Earlier this year, United Airlines announced it was planning to resume direct service this spring between Ottawa and Chicago’s O’Hare terminal, a route it suspended last year, but those flights have been put on hold due to the pandemic. Many other transborder flights have also been cancelled as the border between the U.S. and Canada has been closed to all but essential travel.
Planned hotel, renovations on hold
A non-profit organization, the airport authority generates virtually all of its revenues from landing fees charged to airlines, airport improvement fees charged to passengers and terminal fees as well as concessions and parking.

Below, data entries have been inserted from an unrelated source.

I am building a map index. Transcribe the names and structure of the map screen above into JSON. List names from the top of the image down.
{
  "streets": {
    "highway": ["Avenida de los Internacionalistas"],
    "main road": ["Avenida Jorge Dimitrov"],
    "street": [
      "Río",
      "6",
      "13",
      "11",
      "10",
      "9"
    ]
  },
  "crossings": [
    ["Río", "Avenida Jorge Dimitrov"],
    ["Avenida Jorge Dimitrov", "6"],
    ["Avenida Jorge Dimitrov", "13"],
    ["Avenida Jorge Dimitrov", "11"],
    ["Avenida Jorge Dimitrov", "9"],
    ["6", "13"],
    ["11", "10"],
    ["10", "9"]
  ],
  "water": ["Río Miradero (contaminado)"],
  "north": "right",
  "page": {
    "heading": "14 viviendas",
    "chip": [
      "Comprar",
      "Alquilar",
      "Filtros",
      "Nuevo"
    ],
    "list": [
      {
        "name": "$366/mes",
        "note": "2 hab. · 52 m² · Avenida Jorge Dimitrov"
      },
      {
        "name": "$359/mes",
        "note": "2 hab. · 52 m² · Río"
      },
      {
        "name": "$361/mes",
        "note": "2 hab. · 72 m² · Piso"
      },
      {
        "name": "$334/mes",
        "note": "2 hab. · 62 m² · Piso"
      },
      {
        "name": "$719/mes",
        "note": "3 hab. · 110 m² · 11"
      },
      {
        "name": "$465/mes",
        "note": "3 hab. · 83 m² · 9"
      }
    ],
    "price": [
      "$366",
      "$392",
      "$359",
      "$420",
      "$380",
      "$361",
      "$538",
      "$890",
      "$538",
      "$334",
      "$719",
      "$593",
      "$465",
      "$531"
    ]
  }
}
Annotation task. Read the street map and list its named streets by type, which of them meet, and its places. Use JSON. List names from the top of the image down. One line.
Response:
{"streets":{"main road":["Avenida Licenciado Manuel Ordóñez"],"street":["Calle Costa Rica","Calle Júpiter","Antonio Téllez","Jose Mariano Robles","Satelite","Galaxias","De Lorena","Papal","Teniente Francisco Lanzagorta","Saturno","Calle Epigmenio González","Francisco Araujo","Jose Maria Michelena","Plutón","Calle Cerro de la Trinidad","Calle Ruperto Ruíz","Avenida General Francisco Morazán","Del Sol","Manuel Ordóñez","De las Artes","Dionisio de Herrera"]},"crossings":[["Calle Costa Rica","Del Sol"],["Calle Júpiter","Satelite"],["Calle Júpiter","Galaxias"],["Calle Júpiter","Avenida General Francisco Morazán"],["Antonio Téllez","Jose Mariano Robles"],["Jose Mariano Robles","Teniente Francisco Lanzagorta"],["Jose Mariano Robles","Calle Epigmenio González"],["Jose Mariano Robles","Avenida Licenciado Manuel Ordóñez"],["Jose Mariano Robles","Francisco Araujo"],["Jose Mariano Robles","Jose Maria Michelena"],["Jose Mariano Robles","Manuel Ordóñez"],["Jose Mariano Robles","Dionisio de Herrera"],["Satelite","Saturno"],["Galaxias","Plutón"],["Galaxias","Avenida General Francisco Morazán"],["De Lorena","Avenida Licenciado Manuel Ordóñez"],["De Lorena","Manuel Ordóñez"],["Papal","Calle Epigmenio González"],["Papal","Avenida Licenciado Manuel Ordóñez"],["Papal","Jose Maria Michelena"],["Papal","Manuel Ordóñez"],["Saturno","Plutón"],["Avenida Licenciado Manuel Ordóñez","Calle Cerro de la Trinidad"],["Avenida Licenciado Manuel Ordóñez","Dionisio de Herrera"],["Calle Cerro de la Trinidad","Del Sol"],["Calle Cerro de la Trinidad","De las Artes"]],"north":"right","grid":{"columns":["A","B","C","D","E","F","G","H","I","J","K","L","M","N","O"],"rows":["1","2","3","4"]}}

Laroche said those revenues “have all but disappeared” since the crisis began, forcing the airport to put $35 million worth of planned capital expenditures – including a major renovation of the terminal’s food and drink concessions and a reorganization of the security screening area – on hold indefinitely.
Laroche also said those projects could end up looking different than originally expected.
“The plan was based on an airport with 5.2 million (annual) passengers in a growth mode,” he said. “This is not going to be a 5.2-million-passenger airport for a while.”
Laroche said while he welcomes the federal government’s recent decision to waive monthly rent at 21 airports across Canada, including Ottawa, it won’t have a major effect because airport rent is calculated as a percentage of gross revenues.
“As already mentioned, our revenues have all but disappeared, meaning that our rent obligation for 2020 would have been minimal,” he said.
Airport authority employees have taken a 20 per cent pay cut across the board as part of the cost-cutting measures, Laroche said. He said the agency plans to apply for the federal government’s 75 per cent wage subsidy program, adding more government relief will be needed to help airports get through the crisis.
The economic fallout from COVID-19 has also halted Group Germain’s plans to build a $40-million, 180-room hotel with a direct pedestrian connection to the airport terminal. Originally scheduled to be completed in late spring 2021, the project has now been delayed at least six months, Laroche said.